### EXERCISE
Your copy should match the listing below word for word, with no images in it.

[[ SUPPLIED DATA open ]]

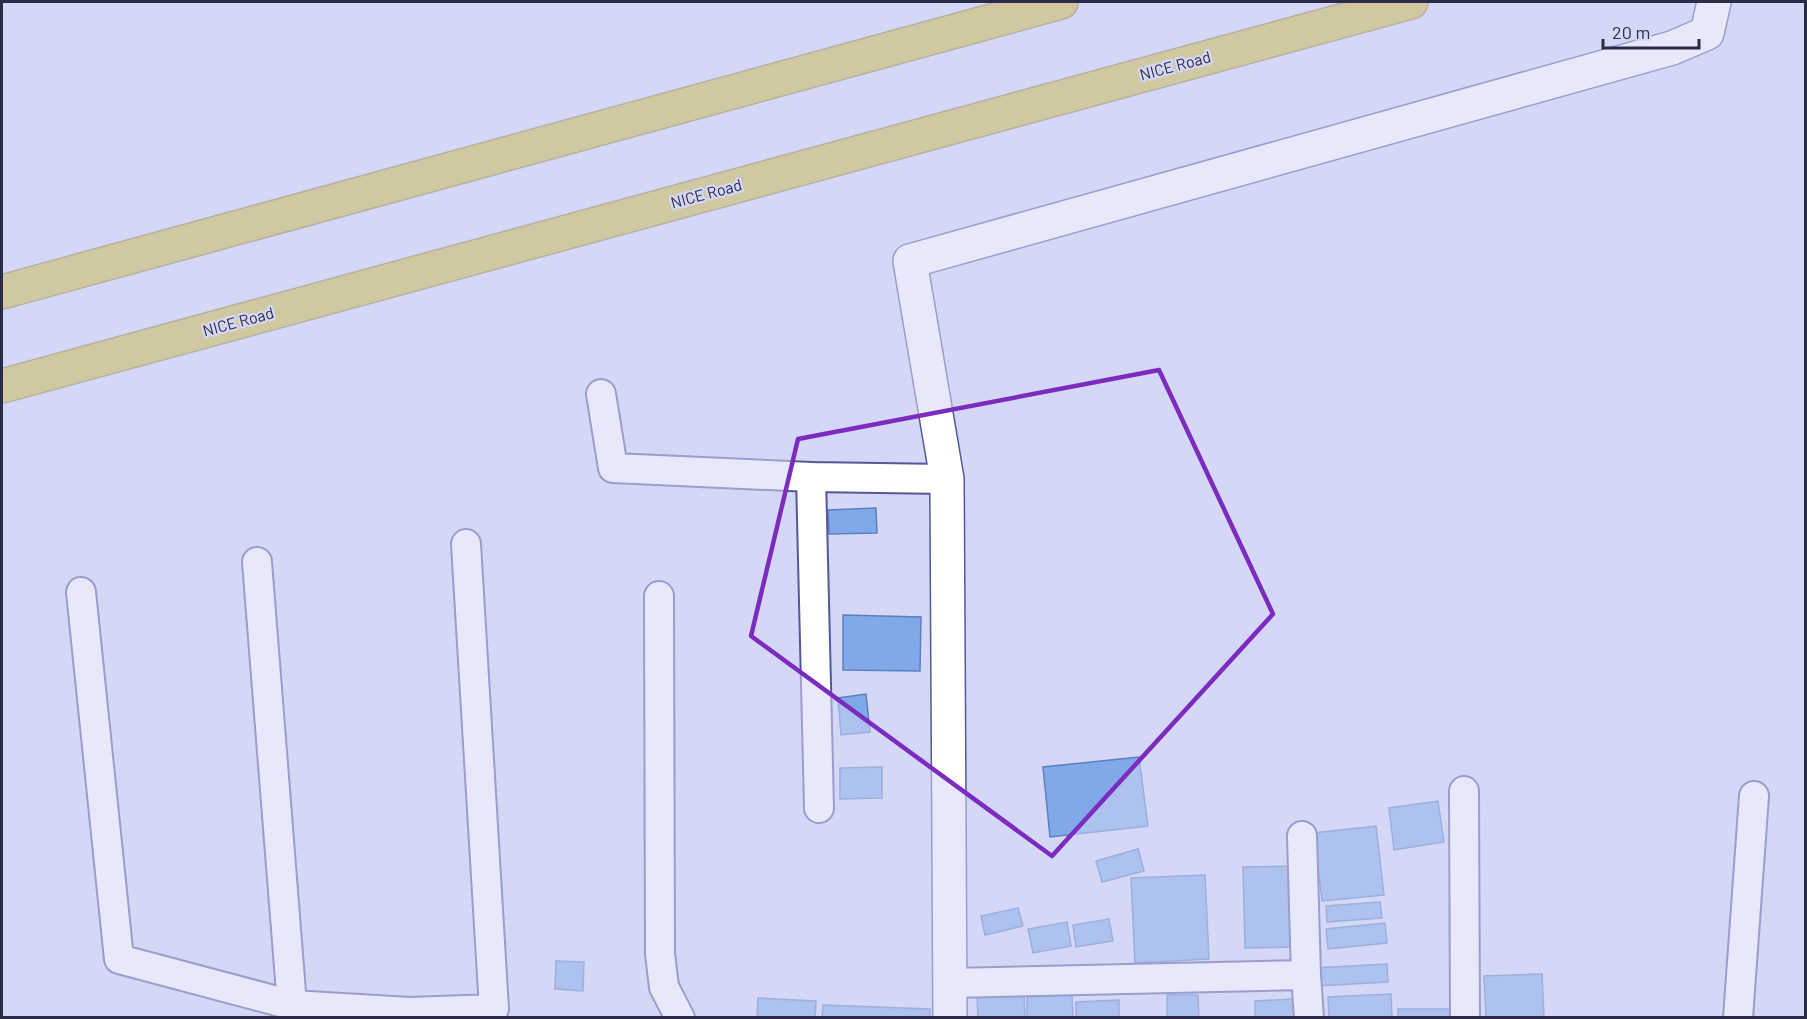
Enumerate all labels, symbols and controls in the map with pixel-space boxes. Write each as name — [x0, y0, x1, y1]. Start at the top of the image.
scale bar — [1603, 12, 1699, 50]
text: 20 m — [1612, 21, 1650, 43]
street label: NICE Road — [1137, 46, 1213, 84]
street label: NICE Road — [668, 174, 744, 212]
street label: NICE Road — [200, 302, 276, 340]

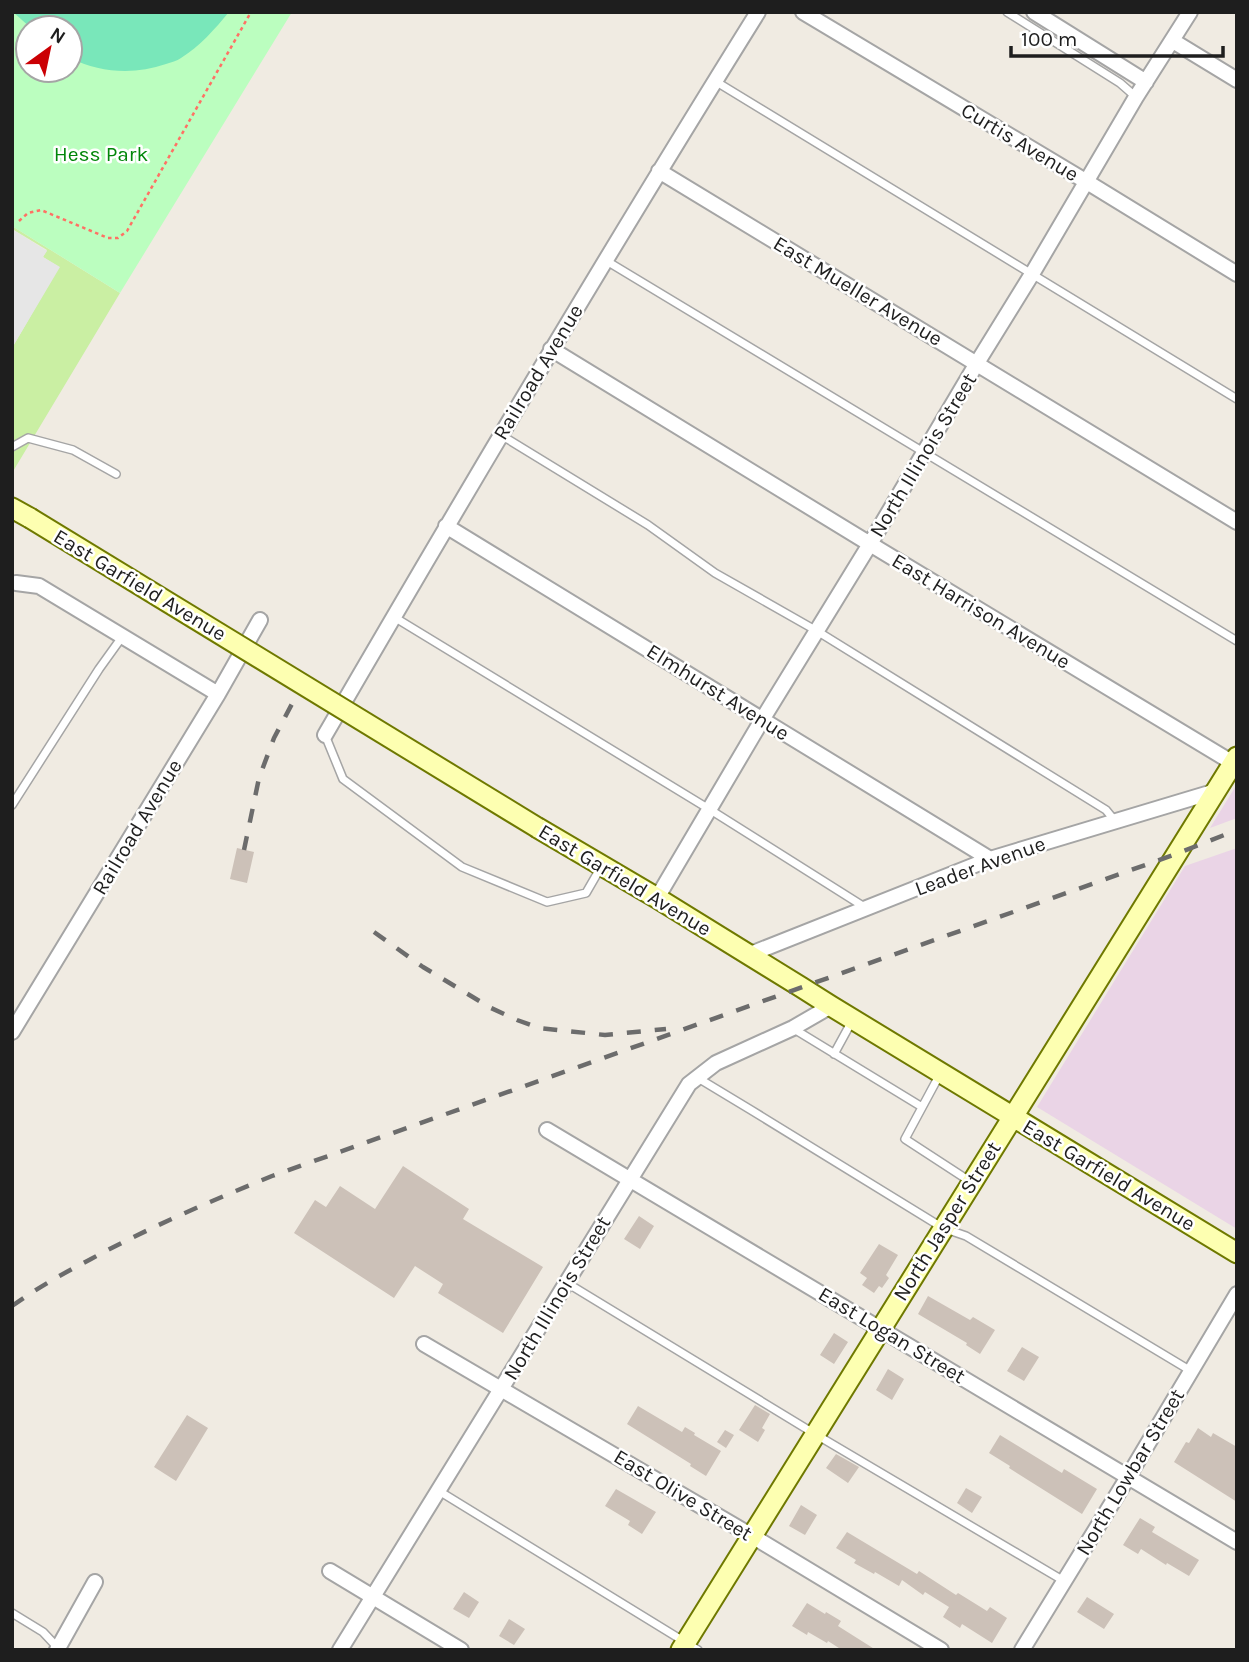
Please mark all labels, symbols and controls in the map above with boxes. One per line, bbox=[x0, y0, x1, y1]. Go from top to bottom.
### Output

[[ SUPPLIED DATA closed ]]

### WRITTEN REPLY
Enumerate all labels, symbols and controls in the map with pixel-space boxes. Write each as name — [x0, y0, x1, y1]. Start at the top of the image.
scale bar — [1603, 12, 1699, 50]
text: 20 m — [1612, 21, 1650, 43]
street label: NICE Road — [1137, 46, 1213, 84]
street label: NICE Road — [668, 174, 744, 212]
street label: NICE Road — [200, 302, 276, 340]

Please mark all labels, symbols and controls in the map above with boxes. One per line, bbox=[x0, y0, x1, y1]. Go from top to bottom.
### Output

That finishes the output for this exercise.